*What to do*:
Each line in the records below that has the word "serif" should be copied.

*** Opening of Data for review ***

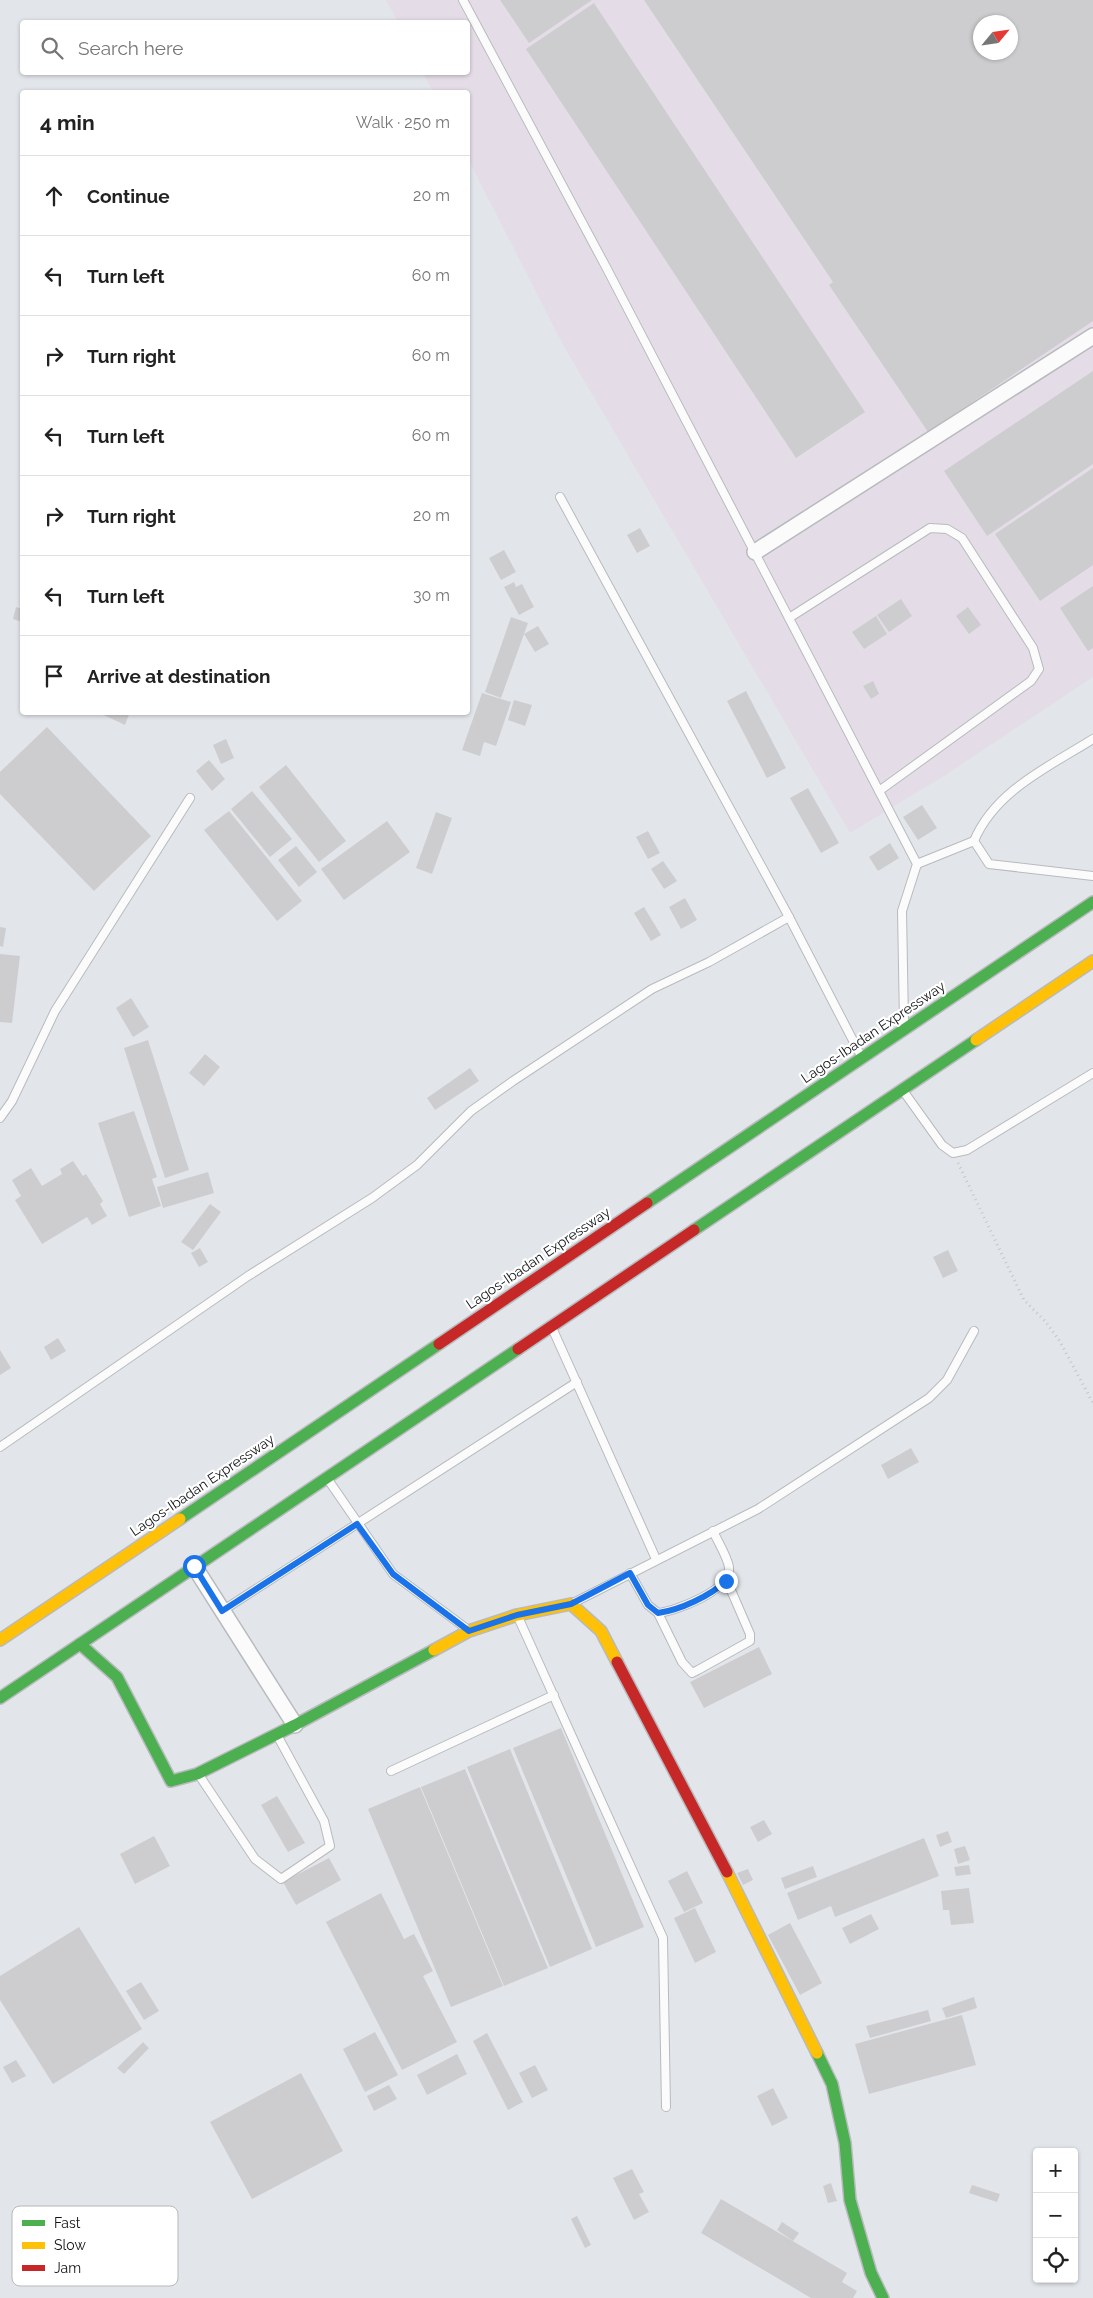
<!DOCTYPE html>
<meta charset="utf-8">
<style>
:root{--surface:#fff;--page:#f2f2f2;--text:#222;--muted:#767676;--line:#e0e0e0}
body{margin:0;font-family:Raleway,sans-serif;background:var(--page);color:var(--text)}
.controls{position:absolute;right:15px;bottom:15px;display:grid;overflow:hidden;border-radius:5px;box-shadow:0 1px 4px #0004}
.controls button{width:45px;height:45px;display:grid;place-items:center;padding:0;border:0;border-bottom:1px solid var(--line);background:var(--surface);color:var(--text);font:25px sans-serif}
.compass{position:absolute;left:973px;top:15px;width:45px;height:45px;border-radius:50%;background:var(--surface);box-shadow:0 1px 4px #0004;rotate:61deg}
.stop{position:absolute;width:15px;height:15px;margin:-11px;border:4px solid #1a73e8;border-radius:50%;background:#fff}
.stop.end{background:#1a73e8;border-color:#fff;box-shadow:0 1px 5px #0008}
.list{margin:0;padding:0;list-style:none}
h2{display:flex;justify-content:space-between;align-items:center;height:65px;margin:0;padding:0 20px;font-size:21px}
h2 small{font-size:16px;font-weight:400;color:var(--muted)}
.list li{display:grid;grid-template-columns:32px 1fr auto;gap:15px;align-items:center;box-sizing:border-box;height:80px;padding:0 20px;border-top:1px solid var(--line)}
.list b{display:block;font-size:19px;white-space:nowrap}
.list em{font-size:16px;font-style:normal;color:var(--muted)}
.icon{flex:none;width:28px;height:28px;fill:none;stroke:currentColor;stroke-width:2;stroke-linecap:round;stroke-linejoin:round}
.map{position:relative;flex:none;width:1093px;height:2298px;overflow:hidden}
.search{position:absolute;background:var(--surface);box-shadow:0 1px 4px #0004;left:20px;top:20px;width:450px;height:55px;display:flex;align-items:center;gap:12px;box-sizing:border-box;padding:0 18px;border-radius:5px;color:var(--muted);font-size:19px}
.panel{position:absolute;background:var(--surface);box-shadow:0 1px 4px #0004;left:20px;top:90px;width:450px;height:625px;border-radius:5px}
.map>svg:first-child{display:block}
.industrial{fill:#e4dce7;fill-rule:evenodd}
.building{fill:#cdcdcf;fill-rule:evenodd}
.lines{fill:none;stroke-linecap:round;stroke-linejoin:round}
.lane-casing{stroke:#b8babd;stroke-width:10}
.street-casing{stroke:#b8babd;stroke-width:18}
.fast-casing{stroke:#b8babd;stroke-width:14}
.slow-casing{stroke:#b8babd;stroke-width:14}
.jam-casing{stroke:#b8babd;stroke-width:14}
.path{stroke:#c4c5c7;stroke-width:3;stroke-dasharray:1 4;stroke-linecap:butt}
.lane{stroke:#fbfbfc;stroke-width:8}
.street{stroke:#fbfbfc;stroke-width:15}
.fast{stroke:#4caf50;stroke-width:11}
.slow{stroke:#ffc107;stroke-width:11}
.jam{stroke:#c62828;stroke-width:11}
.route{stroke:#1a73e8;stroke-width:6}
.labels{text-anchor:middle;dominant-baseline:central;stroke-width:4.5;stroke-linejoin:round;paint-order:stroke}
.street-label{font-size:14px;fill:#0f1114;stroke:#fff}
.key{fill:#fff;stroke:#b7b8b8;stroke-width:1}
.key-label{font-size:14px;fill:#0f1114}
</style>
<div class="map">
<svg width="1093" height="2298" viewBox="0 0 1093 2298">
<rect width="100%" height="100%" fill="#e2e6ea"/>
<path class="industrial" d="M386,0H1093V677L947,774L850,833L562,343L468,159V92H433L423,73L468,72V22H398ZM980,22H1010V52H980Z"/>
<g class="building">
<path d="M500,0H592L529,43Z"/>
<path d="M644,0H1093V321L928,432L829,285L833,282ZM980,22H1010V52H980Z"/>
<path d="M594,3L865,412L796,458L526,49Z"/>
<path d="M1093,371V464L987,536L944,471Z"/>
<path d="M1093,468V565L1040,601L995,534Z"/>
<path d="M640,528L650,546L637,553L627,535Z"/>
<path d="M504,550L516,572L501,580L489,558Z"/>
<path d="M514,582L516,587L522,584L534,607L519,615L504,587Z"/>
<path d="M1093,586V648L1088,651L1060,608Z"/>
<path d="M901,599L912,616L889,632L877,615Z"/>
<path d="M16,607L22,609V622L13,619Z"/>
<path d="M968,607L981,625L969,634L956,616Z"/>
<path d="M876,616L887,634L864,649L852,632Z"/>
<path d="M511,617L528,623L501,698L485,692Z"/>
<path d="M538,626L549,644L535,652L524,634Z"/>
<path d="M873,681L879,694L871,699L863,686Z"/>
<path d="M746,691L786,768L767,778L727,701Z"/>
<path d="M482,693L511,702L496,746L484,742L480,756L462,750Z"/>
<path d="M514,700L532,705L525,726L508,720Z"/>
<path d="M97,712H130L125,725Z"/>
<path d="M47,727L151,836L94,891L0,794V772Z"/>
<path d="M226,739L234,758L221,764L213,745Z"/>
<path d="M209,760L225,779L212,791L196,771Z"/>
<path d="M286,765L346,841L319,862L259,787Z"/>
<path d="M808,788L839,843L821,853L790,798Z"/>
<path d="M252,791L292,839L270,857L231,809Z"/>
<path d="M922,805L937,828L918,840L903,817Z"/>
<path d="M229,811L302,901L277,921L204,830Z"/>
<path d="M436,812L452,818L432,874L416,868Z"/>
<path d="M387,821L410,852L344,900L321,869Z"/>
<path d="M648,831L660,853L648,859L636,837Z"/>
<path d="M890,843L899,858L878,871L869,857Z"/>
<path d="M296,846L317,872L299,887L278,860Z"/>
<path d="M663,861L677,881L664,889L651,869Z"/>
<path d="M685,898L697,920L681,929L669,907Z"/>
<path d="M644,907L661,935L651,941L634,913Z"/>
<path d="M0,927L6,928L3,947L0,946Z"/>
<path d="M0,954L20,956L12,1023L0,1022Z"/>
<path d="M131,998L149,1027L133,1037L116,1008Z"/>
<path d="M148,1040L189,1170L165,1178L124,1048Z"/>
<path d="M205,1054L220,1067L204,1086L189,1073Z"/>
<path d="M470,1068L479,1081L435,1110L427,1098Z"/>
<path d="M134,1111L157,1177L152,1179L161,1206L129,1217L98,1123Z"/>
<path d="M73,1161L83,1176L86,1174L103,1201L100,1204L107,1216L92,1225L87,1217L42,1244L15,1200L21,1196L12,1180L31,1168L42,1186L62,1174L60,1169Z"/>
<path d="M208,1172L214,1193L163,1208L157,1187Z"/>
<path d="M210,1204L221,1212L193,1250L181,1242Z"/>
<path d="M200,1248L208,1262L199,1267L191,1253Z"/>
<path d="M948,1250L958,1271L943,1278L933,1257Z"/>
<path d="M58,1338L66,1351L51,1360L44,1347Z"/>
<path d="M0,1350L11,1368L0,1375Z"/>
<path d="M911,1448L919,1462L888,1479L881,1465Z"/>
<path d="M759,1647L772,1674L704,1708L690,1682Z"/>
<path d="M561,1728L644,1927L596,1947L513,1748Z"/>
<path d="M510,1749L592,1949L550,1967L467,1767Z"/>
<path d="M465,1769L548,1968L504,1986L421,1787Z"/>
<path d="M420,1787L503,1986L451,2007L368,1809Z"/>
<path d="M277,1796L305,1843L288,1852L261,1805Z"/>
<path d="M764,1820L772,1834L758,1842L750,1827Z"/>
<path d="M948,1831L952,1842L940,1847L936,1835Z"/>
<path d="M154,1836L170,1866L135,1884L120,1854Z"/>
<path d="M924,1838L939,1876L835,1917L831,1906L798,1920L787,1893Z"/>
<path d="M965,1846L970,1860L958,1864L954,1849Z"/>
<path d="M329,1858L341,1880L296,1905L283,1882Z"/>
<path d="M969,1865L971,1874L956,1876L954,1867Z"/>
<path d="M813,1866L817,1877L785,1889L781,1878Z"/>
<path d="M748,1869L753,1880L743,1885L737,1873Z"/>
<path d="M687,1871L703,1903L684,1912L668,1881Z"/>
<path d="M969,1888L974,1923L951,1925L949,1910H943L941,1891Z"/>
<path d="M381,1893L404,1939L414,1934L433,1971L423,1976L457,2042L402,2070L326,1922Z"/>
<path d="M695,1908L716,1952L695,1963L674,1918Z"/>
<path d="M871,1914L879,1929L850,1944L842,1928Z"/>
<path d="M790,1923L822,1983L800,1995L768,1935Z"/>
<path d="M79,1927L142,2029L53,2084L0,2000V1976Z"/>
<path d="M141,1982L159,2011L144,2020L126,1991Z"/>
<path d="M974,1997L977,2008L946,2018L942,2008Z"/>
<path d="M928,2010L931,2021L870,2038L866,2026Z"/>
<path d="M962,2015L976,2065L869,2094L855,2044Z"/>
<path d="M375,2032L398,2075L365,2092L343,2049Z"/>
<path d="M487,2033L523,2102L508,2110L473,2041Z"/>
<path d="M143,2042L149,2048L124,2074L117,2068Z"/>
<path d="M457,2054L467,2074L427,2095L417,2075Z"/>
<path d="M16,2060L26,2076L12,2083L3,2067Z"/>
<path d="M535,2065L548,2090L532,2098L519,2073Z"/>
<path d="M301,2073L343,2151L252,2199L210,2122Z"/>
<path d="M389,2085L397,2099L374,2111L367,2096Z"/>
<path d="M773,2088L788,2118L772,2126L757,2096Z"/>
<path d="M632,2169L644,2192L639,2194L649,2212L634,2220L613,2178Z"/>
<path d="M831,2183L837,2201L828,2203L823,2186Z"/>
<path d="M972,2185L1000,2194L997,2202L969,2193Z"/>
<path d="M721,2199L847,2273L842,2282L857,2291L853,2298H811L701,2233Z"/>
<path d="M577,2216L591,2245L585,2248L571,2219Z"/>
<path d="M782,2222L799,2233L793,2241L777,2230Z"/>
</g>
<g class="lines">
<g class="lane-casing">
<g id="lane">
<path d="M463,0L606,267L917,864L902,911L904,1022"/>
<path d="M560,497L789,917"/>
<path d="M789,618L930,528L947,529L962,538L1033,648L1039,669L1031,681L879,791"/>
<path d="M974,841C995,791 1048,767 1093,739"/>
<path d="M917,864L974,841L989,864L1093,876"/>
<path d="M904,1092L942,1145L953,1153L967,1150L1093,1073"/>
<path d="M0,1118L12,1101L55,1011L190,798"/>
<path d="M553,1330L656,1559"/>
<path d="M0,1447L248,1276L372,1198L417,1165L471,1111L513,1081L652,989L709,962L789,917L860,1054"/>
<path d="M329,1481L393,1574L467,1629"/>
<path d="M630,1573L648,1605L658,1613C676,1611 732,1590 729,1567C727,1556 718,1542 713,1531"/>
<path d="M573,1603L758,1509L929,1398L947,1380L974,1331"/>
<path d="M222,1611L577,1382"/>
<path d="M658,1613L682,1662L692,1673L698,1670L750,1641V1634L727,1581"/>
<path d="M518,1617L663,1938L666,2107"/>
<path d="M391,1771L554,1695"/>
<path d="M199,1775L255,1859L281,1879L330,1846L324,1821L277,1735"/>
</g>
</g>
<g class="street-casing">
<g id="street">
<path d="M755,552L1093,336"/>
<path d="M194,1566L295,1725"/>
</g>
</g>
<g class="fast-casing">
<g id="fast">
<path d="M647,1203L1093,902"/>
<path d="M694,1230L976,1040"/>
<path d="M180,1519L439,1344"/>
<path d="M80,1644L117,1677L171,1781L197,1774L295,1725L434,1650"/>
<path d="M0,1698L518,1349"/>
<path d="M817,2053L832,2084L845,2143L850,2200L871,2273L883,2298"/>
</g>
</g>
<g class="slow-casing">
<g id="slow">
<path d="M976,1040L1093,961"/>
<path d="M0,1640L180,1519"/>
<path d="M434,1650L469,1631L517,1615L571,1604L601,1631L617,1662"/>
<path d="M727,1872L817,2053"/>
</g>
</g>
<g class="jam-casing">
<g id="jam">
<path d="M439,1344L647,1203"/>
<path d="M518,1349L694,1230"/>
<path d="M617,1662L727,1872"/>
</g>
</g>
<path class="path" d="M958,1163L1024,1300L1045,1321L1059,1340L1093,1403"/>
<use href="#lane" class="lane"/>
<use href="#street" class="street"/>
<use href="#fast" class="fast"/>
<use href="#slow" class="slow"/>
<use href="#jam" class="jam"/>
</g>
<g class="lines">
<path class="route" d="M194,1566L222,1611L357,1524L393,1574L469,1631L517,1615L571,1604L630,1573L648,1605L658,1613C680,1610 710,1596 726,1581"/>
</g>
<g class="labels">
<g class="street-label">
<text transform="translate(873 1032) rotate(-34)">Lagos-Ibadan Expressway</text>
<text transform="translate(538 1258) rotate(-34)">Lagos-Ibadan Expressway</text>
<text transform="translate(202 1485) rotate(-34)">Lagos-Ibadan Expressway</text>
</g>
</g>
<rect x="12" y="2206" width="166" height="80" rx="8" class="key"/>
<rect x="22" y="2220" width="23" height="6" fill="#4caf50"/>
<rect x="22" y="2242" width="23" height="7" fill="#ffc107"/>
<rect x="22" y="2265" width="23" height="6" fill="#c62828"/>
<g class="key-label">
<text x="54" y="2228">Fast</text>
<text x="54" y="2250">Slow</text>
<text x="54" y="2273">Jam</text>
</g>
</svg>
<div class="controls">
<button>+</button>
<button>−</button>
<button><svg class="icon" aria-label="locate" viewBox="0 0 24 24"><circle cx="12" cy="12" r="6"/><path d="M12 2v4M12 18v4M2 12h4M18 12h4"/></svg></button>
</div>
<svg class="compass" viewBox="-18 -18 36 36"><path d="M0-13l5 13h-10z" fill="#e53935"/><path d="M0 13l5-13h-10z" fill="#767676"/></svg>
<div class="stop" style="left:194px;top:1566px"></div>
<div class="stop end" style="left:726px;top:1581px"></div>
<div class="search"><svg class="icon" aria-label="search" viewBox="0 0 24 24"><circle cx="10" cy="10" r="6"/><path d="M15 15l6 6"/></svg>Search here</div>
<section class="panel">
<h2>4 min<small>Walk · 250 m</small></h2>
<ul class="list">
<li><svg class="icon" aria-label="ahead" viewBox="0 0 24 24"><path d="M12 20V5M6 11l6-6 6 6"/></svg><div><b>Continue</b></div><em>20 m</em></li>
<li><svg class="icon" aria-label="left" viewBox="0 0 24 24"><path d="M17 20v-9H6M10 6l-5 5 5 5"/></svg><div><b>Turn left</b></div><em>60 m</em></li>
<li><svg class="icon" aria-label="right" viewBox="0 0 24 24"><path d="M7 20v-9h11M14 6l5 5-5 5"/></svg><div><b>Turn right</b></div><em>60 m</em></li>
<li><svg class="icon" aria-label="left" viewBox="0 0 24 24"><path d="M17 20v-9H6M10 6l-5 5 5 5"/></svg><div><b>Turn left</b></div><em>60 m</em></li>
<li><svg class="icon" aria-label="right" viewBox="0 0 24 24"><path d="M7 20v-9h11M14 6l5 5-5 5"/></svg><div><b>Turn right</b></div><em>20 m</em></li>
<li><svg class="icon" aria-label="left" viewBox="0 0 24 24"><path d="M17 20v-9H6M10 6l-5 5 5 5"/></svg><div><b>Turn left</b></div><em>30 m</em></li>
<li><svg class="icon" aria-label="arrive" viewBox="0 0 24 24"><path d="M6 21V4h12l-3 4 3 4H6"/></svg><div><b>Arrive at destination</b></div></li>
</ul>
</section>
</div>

*** Close of Data for review ***

*Solution to this exercise*:
body{margin:0;font-family:Raleway,sans-serif;background:var(--page);color:var(--text)}
.controls button{width:45px;height:45px;display:grid;place-items:center;padding:0;border:0;border-bottom:1px solid var(--line);background:var(--surface);color:var(--text);font:25px sans-serif}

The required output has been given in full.